One study, also published in Social Psychological and Personality Science, found that children’s schoolwork suffers when parents either over- or underpraised their performance. Children whose parents provided accurate, or slightly exaggerated, praise saw the most beneficial results. These results suggest that participation trophies have a place in sports. However, they shouldn’t be one-size-fits-all or used to reward unrealistic accomplishments in the hopes of shielding a child’s emotions.

Dweck shares these concerns. She worries that well-intentioned attempts to promote growth mindsets may result in what she calls “false growth-mindsets“:

“Want to hide learning gaps from [students]? Just tell them, “Everyone is smart!” The growth mindset was intended to help close achievement gaps, not hide them. It is about telling the truth about a student’s current achievement and then, together, doing something about it, helping him or her become smarter.”

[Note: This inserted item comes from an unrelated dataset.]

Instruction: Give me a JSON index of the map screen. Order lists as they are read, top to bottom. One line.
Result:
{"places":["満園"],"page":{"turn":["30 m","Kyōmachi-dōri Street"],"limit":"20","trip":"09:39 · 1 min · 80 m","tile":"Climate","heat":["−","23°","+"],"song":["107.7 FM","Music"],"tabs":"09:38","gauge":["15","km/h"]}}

And here’s the Shyamalan twist of this debate. Participation trophy detractors like Walz and Jones are ultimately correct: Participation trophies are a bad idea. They’re just right for all the wrong reasons, and their solution to the problem is flawed.

Based on the above research, good practice seems be to giving younger children trophies, but ones that award effort, not just showing up. These trophies would praise individual merit and improvement — whether that’s achieving a PR, improve a specific skill, or even something as simple as getting over fear of the ball. For old children, it’s best to drop the trophies altogether and replace them with praise for effort and growth in tandem with honest discussion on how to improve.